(Photo Credit: INOVA, Kinofly) Multicopter designers and engineers face challenges that involve supporting increased data collection demands, processing and distribution needs; as well as system size, weight and power constraints. More complex power management systems typically include built-in processors designed to minimize power consumption and electromagnetic interference. Multicopter designers are tasked with developing efficient power management solutions to minimize power consumption and in the end goal, extend flight time and maximum performance.
In multicopter design, efficient power management is critical to performance. Power management generally relates to reducing wasted energy in the powertrain between the batteries and the motors through higher-quality components within the Electronic Speed Controller (ESC) and advanced motor control algorithms. While reducing wasted energy is an efficiency concern in multicopter design, intelligent control of the peripheral components and sensors is also important. Powering down components until they are needed during flight is an example of sustainable UAV power management.
Power Management in Multicopter Design
In addition to reducing wasted energy, multicopter design demands faster digital signal processing, larger memory sizes, higher currents and multiple supply rails. Innovative power management components call for improved efficiency, lower noise, minimized heat dissipation and lower overall materials costs.
When specifying components for multicopter power systems, designers and engineers must take the following into consideration:
- Efficiency and weight targets
- Quality and reliability specifications
- Built-in test and control functions
- Flexibility for components and airframes
- Cost and manufacturability
Efficiency and Weight
Power management systems for multicopters require careful consideration of efficiency, required performance output, and optimization of weight. The efficiency of Electronic Speed Controllers, in particular, affect the thermal management of a multicopter. Wasted heat energy must be dissipated, and by the physics of BLDC control, is always generated to various degrees. This can be a problem for high-altitude multicopters, making heat transfer challenging and lessening the overall efficiency of the system. Through more robust motor controls, new technologies in MOSFETs and other ICs, the benefits of reducing system heat loads also helps optimize the weight and requirements of the cooling system. This extends the payload capacity and range of the vehicle, further continuing the expansion and capabilities of multirotor technology. It’s important to achieve the appropriate balance between efficiency, performance output, and weight characteristics in any multirotor design.
Quality and Reliability
Another concern of power management systems is quality and reliability. When quality and reliability matter, designers should choose ISO-certified parts and manufacturers. ISO 9001 certification helps to ensure the highest quality throughout the manufacturing and quality inspection process, as well as component tracking for quick production analysis.

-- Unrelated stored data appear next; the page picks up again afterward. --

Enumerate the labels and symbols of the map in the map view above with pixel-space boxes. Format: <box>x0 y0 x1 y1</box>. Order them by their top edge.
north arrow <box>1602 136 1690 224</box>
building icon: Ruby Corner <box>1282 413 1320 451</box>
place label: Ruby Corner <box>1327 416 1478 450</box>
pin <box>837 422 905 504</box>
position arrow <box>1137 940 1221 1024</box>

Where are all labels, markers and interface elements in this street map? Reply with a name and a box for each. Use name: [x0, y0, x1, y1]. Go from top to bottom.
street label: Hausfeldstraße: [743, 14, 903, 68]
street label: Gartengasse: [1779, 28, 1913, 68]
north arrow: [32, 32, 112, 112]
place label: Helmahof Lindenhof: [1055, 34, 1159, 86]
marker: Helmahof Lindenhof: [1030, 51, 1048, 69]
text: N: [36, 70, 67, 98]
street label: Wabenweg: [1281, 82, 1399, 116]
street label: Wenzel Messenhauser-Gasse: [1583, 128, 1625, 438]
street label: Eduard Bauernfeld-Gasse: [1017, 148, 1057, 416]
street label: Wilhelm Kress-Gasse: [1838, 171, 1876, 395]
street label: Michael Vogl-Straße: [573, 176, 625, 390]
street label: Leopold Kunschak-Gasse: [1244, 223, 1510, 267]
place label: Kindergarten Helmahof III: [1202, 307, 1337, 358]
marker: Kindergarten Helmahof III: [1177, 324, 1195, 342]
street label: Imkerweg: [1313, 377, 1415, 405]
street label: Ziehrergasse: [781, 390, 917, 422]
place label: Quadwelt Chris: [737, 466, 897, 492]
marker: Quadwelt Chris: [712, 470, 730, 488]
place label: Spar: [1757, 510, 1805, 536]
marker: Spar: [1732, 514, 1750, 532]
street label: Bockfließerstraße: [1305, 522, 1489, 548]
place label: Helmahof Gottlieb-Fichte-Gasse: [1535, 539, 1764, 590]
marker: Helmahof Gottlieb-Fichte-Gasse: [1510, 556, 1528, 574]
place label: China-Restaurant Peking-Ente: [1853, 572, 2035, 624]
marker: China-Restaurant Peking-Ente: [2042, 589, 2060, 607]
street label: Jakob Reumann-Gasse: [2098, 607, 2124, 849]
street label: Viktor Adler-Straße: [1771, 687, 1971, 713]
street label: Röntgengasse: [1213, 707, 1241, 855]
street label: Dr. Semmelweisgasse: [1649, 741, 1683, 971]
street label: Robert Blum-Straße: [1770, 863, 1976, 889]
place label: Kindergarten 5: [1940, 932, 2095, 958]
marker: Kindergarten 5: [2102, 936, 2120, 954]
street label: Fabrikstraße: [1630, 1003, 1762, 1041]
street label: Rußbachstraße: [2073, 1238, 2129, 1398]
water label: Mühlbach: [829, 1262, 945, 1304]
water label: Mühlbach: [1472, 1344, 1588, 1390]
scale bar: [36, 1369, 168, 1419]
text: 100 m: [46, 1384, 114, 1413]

At KDE Direct, all of our manufacturing facilities are ISO 9001 certified, in addition to being RoHS (The Restriction of Hazardous Substances), CE (European Conformity), and WEEE (The Waste Electrical and Electronic Equipment Directive) compliant for commercial and industrial applications.
Also important to quality and reliability is engineering and design. Sound engineering means all design aspects have been carefully reviewed for reliability and failure analysis. By including redundancy standards through fail-safes and extensive testing, component manufacturers like KDE Direct focus on quality and reliability to produce the safest propulsion systems available.
Built-in Test and Control Functions
As multicopter applications become more commonplace and more complex, as does the demand for built-in test and control functions. These advanced power management information controls, which can include output voltage, temperature, input voltage, error-checking and other monitoring and testing functions, must be prioritized for quality and efficiency.
As built-in test and control functions add to the power requirements of multicopter applications, power system management must take these factors into consideration.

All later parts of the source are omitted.